Now it has been a few weeks since I listened to the audio book of Burned by Thomas Enger, the first book in the Henning Juul series. I promised myself earlier in the year after reading Cursed that I was going to catch up on all I had missed so it was fabulous to be able to find out where it all began. I’ll be sharing my thoughts on the book with you in just a moment, but first, here is what it’s all about.

The Official Book Blurb

A BRUTALISED VICTIM IN THE WILDS
A solitary tent is found to contain the body of a half-buried woman. She’s been stoned to death. There are lash marks across her back. One of her hands has been cut off.

A LONE VOICE 
Two years earlier internet reporter Henning Juul lost his son, Jonas, in a domestic fire. As he returns to work, physically and emotionally scarred, Henning struggles to escape this past and to be taken seriously again as a reporter – by his colleagues, his ex-wife and the police.

A MYSTERY IGNITED
Told to cover the story of the woman in the tent, he finds an increasingly dangerous trail and, despite an early arrest, he is convinced that the story is more complex than the police think…

Broken, both physically and mentally, Henning Juul is just one of those characters who I became invested in from the very first time I ‘met’ him, while reading Cursed. Now this was a long way into Henning’s journey to find out the truth about what happened to his son, so it was really intriguing to take a step back in time to join Henning just as he is about to try and restart his life after the tragic fire which cost him almost everything.

What he finds as he re-enters his workplace for the first time in two years, is just how much everything has changed. It is all shiny and new, from the fixtures and fittings of the offices right down to the relationship his ex wife Nora has engaged in with the station’s new super star journalist. It is hard for Henning who still bears the scars of the fire and who still suffers emotionally, to find his feet in this new world. He lost so much of himself in the fire, but he didn’t his journalistic instinct or his nose for a story and it is this which drives him to look deeper into a particularly harrowing story; that of a young woman who appears to have been stoned to death.

The case is complex, touching upon the Muslim faith, the idea of sharia law and of revenge killing. It brings Henning face to face with a merciless group of men who would kill to protect each other, their business and their faith and on more than one occasion Henning finds himself once again dicing with death. But there is much more to the story than meets the eye and Thomas Enger has very skilfully woven together so many seemingly unconnected threads that you will not fully understand where the story is heading, or the truth of what has happened until the very end.

The characterisations in this book were excellent, very diverse and carefully delivered to the reader. Generating fiction based around any faith is a very difficult thing to do, the author having to walk a fine line between stereotype and reality, but Thomas Enger manages this well, capturing the sense of the prejudice and mistrust that surrounds the Muslim faith in many a community. And yet the story goes beyond being a criticism of the faith; in itself religion becomes more of a back drop to the rest of the story.

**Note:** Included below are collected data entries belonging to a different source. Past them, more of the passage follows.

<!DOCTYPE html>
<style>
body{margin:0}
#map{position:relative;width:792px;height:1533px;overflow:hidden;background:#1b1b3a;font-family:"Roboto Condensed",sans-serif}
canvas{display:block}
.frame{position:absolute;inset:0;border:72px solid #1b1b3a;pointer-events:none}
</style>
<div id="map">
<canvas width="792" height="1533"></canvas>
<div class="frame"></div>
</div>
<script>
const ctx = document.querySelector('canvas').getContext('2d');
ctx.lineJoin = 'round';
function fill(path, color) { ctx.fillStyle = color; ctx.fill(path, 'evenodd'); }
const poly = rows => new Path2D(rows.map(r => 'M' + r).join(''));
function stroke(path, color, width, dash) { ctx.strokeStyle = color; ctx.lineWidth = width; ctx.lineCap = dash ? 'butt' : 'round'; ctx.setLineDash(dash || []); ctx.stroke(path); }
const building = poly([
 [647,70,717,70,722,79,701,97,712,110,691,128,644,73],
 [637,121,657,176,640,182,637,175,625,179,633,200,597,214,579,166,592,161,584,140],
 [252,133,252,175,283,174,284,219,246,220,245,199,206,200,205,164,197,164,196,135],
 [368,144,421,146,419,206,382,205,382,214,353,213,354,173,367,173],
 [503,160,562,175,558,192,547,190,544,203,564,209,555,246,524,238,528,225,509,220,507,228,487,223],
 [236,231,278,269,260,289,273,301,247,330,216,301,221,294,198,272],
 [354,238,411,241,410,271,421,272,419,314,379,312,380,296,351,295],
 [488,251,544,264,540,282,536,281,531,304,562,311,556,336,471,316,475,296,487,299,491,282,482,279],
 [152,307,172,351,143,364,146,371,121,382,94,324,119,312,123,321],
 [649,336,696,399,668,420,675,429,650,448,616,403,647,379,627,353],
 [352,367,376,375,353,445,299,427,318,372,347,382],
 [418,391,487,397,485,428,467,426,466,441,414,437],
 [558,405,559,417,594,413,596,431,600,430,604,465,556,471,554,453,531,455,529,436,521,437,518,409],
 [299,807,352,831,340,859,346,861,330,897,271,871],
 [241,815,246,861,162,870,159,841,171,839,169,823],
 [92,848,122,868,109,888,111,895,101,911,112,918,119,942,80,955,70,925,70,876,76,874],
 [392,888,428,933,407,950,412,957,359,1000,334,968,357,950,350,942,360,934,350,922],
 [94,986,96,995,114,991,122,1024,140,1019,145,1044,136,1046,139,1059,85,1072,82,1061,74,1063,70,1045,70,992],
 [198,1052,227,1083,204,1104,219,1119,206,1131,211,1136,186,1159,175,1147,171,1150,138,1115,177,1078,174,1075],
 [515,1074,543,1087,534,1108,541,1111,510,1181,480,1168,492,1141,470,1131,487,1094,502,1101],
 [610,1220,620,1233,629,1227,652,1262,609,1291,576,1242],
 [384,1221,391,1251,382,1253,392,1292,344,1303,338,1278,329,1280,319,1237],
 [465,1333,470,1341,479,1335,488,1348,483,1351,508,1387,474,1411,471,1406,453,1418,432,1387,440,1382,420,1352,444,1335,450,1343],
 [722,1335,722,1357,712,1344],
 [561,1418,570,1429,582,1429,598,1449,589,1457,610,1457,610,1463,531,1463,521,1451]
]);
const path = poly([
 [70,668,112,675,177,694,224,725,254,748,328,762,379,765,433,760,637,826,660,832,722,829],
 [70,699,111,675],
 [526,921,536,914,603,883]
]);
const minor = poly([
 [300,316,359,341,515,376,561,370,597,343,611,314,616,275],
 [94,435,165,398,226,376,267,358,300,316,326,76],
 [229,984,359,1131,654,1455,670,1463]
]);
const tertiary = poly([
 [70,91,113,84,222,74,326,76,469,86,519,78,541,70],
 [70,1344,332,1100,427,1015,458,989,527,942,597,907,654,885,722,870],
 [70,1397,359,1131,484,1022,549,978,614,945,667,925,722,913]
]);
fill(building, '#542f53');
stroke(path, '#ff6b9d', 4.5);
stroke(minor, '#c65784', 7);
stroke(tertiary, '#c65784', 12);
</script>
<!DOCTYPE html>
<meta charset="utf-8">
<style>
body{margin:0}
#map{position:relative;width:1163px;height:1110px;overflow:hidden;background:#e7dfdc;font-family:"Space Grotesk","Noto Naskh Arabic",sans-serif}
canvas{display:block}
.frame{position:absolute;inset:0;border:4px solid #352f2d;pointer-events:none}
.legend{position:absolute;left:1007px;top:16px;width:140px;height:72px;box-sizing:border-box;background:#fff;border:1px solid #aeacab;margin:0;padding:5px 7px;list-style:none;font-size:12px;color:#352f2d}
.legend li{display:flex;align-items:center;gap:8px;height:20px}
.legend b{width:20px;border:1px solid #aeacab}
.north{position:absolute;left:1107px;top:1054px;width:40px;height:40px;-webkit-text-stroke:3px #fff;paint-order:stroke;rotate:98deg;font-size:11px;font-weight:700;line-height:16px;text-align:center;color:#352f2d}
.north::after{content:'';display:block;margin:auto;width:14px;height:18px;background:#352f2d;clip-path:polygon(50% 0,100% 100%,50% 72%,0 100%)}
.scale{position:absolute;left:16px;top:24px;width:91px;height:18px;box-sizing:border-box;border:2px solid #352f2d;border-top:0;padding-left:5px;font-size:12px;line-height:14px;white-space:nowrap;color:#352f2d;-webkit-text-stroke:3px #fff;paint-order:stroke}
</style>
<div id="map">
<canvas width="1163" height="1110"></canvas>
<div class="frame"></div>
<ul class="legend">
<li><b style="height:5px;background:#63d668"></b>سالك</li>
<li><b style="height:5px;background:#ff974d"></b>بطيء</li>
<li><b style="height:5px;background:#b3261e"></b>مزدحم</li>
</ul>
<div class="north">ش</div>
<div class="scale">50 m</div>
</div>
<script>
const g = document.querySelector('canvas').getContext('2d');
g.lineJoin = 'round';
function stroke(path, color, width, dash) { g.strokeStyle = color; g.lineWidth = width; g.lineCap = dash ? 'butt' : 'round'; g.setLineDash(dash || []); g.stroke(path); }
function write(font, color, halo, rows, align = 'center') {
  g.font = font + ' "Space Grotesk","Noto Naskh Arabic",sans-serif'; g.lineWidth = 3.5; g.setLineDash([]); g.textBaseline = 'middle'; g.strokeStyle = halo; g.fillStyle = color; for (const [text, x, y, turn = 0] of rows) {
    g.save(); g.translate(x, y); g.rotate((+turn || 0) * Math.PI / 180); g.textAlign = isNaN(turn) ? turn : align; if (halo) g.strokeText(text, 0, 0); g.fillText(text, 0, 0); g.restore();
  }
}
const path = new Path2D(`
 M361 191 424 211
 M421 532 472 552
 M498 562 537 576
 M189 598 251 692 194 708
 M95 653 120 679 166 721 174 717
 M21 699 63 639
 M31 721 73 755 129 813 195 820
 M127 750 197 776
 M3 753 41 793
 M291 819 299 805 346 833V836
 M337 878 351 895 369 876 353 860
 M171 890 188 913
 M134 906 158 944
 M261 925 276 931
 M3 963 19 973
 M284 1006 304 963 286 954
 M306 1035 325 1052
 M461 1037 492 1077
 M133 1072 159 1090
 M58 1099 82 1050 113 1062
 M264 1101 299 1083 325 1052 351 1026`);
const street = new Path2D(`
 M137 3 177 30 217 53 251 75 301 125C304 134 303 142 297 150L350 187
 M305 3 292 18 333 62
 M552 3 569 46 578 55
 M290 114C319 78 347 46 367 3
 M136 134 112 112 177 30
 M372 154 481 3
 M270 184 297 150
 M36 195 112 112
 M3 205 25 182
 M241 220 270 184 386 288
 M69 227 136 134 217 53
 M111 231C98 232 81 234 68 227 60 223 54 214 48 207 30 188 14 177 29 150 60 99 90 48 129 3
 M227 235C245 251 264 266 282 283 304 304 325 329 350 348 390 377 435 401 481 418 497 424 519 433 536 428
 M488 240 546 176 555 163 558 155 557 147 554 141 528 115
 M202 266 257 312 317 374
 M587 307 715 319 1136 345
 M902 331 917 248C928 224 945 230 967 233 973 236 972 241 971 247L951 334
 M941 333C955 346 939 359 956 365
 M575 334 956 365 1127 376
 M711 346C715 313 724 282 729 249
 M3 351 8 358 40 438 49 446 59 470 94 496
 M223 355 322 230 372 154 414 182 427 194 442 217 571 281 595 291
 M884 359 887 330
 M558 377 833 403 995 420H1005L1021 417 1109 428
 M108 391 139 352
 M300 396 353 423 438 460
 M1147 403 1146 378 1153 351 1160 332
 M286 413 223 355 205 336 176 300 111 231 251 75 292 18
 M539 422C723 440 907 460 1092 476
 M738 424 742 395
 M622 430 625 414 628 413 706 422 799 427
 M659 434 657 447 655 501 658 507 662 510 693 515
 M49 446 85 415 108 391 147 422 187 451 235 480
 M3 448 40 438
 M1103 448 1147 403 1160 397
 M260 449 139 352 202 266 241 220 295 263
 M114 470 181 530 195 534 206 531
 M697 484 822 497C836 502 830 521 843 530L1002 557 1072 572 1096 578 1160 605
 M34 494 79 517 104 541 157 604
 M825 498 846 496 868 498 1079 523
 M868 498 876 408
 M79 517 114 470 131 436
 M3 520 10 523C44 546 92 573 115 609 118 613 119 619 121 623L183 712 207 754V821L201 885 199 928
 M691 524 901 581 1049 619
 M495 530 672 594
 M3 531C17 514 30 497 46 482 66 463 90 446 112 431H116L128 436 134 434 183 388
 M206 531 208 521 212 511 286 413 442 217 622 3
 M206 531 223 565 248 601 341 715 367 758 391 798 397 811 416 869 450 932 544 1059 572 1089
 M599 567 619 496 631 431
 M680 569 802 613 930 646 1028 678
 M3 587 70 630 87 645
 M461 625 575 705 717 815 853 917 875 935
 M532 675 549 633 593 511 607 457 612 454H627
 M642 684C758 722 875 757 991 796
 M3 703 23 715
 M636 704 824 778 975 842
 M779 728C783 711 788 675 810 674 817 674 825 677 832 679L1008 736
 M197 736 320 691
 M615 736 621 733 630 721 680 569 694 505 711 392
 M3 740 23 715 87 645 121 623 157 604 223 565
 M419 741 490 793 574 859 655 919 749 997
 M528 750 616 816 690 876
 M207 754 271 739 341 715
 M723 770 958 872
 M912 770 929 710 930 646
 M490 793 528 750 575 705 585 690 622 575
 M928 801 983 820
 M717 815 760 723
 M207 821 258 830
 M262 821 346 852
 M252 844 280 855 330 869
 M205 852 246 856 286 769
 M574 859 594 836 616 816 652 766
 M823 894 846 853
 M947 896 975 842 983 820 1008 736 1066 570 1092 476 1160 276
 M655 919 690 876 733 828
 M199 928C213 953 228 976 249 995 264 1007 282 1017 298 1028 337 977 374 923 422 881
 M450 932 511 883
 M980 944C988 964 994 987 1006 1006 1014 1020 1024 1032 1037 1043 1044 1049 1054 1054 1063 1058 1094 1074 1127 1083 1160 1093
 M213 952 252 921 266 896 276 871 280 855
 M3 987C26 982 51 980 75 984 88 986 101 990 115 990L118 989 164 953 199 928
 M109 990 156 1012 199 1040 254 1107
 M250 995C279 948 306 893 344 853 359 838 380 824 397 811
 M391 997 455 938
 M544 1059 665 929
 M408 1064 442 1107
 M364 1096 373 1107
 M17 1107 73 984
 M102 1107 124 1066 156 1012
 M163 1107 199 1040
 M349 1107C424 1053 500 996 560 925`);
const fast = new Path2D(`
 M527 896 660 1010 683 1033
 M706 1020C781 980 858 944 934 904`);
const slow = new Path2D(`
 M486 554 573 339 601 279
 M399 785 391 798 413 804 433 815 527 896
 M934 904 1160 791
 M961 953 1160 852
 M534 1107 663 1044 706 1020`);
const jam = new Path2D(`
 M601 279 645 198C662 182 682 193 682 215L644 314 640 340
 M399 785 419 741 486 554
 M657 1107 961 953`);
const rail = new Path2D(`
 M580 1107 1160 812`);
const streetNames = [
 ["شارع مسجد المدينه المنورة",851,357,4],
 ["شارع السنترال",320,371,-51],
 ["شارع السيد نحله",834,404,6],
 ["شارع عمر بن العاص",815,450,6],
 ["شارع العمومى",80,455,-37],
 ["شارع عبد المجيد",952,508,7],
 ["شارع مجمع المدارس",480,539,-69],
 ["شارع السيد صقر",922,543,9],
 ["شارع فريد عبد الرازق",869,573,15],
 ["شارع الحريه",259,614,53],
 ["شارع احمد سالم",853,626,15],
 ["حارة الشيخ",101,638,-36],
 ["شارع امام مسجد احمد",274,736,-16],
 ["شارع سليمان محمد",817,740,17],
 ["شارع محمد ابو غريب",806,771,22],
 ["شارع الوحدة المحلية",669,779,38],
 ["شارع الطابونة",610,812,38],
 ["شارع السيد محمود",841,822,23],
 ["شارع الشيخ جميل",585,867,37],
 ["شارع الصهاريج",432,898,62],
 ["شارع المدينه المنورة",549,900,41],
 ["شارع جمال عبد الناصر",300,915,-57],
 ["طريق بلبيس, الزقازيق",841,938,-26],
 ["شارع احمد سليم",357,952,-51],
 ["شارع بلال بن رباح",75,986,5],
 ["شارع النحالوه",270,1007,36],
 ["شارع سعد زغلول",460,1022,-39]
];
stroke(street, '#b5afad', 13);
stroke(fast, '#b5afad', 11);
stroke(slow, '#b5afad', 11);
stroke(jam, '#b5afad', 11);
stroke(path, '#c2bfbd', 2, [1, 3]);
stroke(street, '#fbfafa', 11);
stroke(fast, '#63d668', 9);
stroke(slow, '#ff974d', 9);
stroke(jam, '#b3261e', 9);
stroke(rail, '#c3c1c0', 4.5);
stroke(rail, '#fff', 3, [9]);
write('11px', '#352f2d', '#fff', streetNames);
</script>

Full of moments of introspection, where Henning struggles with what has happened in his past, and also of moments of real tension where he is placed in great jeopardy, the story kept me engaged and determined to find out who the killer was and what their motives were. And you get a real sense of place from Enger’s writing. I don’t know Norway at all, but I had a crystal clear image in my mind as I progressed through the book, of the landscape within which the story was being told. Atmospherically, it added to the ominous feeling of the investigation.

Bizarrely, the book also enhanced my thus far none existent knowledge of children’s television programme, In The Night Garden. Not something I’d ever thought would happen reading this series and you’ll need to read to understand why it amused me and my sister.

I listened to Burned, rather than read it, enjoying the audiobook while on my recent holiday to Scotland. I can highly recommend it. The translation was brilliant so hat’s off to Charlotte Barslund for that, and to Gareth Armstong for the narration of the audio book. I’m off now to dig out book two. Pierced, here I come.